▶ [WHAT IS EXPECTED] Where a line below includes the word "Yoga", copy that line.

[Dataset entries]

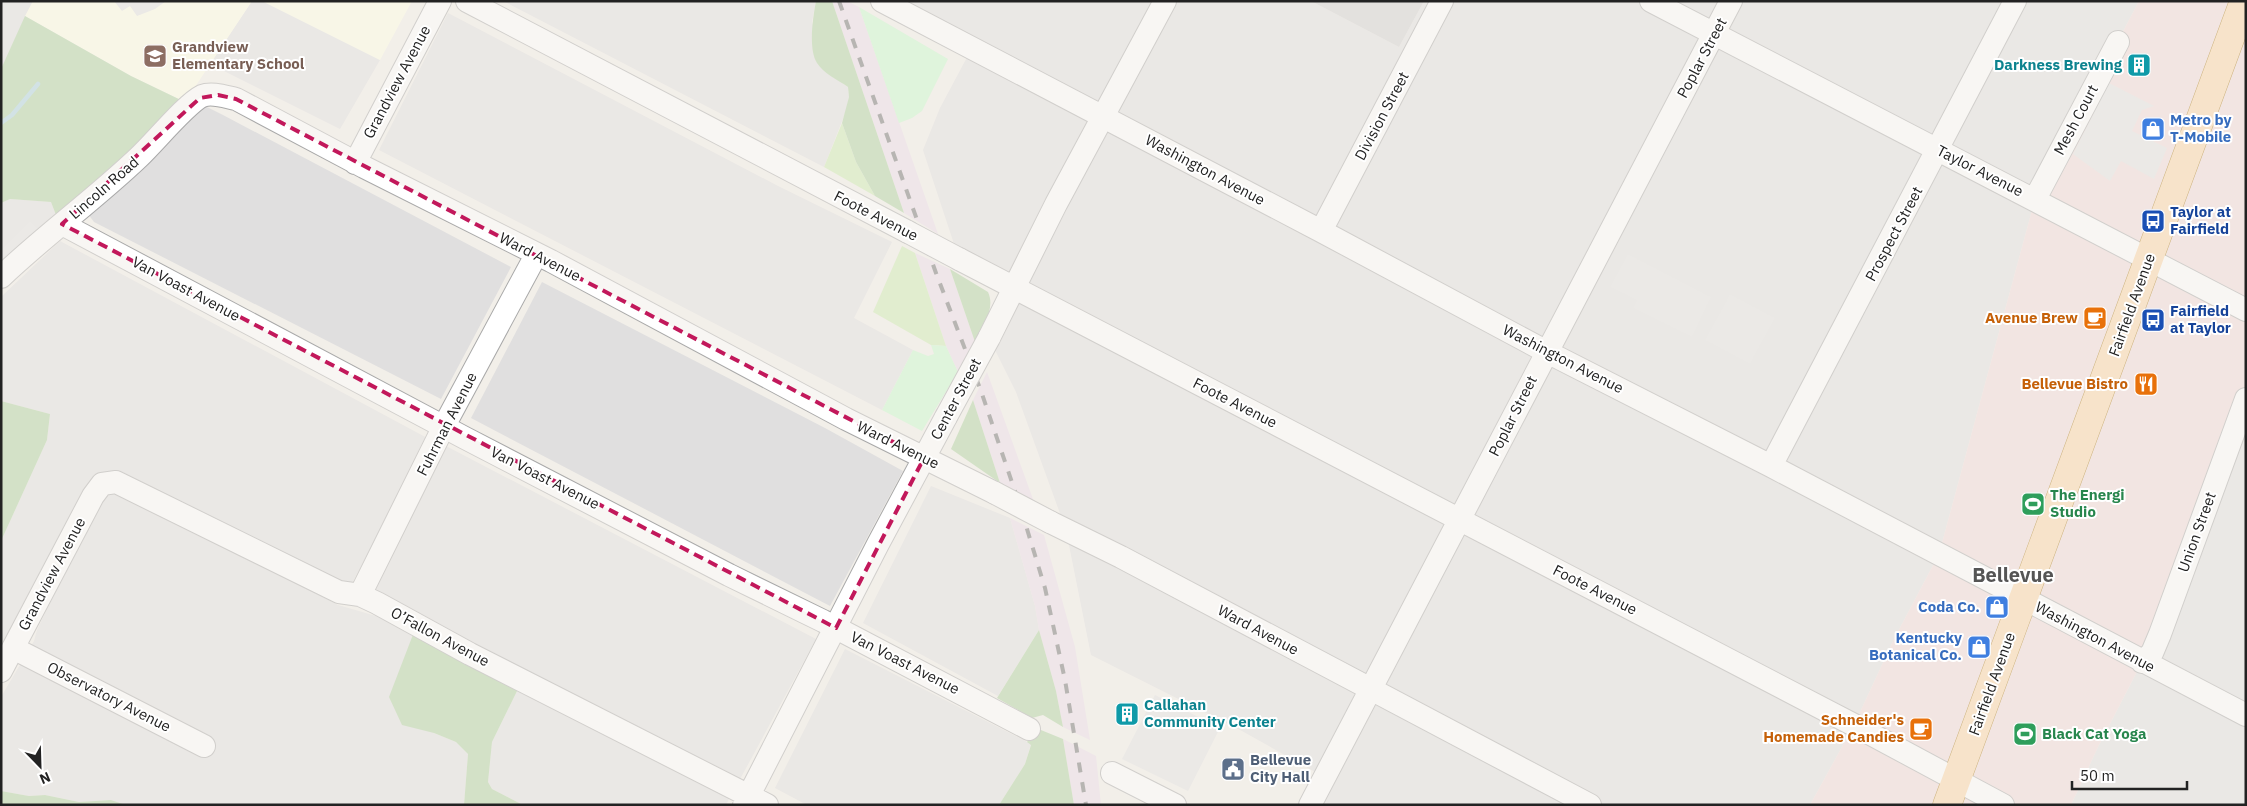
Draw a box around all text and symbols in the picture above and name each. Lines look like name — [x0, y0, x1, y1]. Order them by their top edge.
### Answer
street label: Poplar Street — [1672, 14, 1731, 101]
street label: Grandview Avenue — [359, 22, 434, 142]
place label: Grandview Elementary School — [172, 37, 305, 73]
school or university icon: Grandview Elementary School — [142, 43, 168, 69]
building icon: Darkness Brewing — [2126, 52, 2152, 78]
place label: Darkness Brewing — [1994, 55, 2123, 74]
street label: Division Street — [1350, 68, 1413, 163]
street label: Mesh Court — [2049, 81, 2102, 158]
place label: Metro by T-Mobile — [2170, 110, 2231, 146]
shop icon: Metro by T-Mobile — [2140, 116, 2166, 142]
street label: Washington Avenue — [1142, 130, 1268, 209]
street label: Taylor Avenue — [1934, 141, 2027, 200]
street label: Lincoln Road — [65, 152, 142, 223]
street label: Prospect Street — [1861, 183, 1926, 284]
street label: Foote Avenue — [831, 186, 921, 245]
place label: Taylor at Fairfield — [2170, 202, 2231, 238]
bus stop icon: Taylor at Fairfield — [2140, 208, 2166, 234]
street label: Ward Avenue — [496, 228, 584, 285]
street label: Fairfield Avenue — [2104, 251, 2159, 359]
street label: Van Voast Avenue — [129, 252, 244, 325]
place label: Fairfield at Taylor — [2170, 301, 2231, 337]
cafe icon: Avenue Brew — [2082, 305, 2108, 331]
bus stop icon: Fairfield at Taylor — [2140, 307, 2166, 333]
place label: Avenue Brew — [1985, 308, 2078, 327]
street label: Washington Avenue — [1500, 320, 1627, 397]
street label: Center Street — [926, 355, 985, 443]
street label: Fuhrman Avenue — [412, 369, 481, 479]
restaurant icon: Bellevue Bistro — [2133, 371, 2159, 397]
street label: Poplar Street — [1484, 372, 1541, 459]
street label: Foote Avenue — [1190, 373, 1280, 432]
place label: Bellevue Bistro — [2021, 374, 2128, 393]
street label: Ward Avenue — [854, 417, 942, 473]
street label: Van Voast Avenue — [487, 442, 603, 513]
place label: The Energi Studio — [2050, 485, 2125, 521]
street label: Union Street — [2173, 489, 2220, 575]
sports icon: The Energi Studio — [2020, 491, 2046, 517]
street label: Grandview Avenue — [14, 514, 89, 634]
street label: Foote Avenue — [1550, 560, 1640, 619]
district label: Bellevue — [1972, 561, 2054, 588]
shop icon: Coda Co. — [1984, 594, 2010, 620]
place label: Coda Co. — [1918, 597, 1980, 616]
street label: Washington Avenue — [2032, 597, 2158, 676]
street label: Ward Avenue — [1214, 600, 1302, 659]
street label: O’Fallon Avenue — [388, 603, 493, 671]
street label: Van Voast Avenue — [847, 627, 963, 698]
place label: Kentucky Botanical Co. — [1869, 628, 1962, 664]
street label: Fairfield Avenue — [1964, 630, 2019, 738]
shop icon: Kentucky Botanical Co. — [1966, 634, 1992, 660]
street label: Observatory Avenue — [44, 657, 174, 736]
place label: Callahan Community Center — [1144, 695, 1276, 731]
building icon: Callahan Community Center — [1114, 701, 1140, 727]
place label: Schneider's Homemade Candies — [1763, 710, 1904, 746]
cafe icon: Schneider's Homemade Candies — [1908, 716, 1934, 742]
sports icon: Black Cat Yoga — [2012, 721, 2038, 747]
place label: Black Cat Yoga — [2042, 724, 2147, 743]
north arrow — [15, 741, 65, 791]
place label: Bellevue City Hall — [1250, 750, 1311, 786]
public building icon: Bellevue City Hall — [1220, 756, 1246, 782]
scale bar — [2072, 758, 2187, 790]
text: 50 m — [2080, 766, 2115, 785]
text: N — [37, 768, 53, 788]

▶ [EXERCISE RESULT]
sports icon: Black Cat Yoga — [2012, 721, 2038, 747]
place label: Black Cat Yoga — [2042, 724, 2147, 743]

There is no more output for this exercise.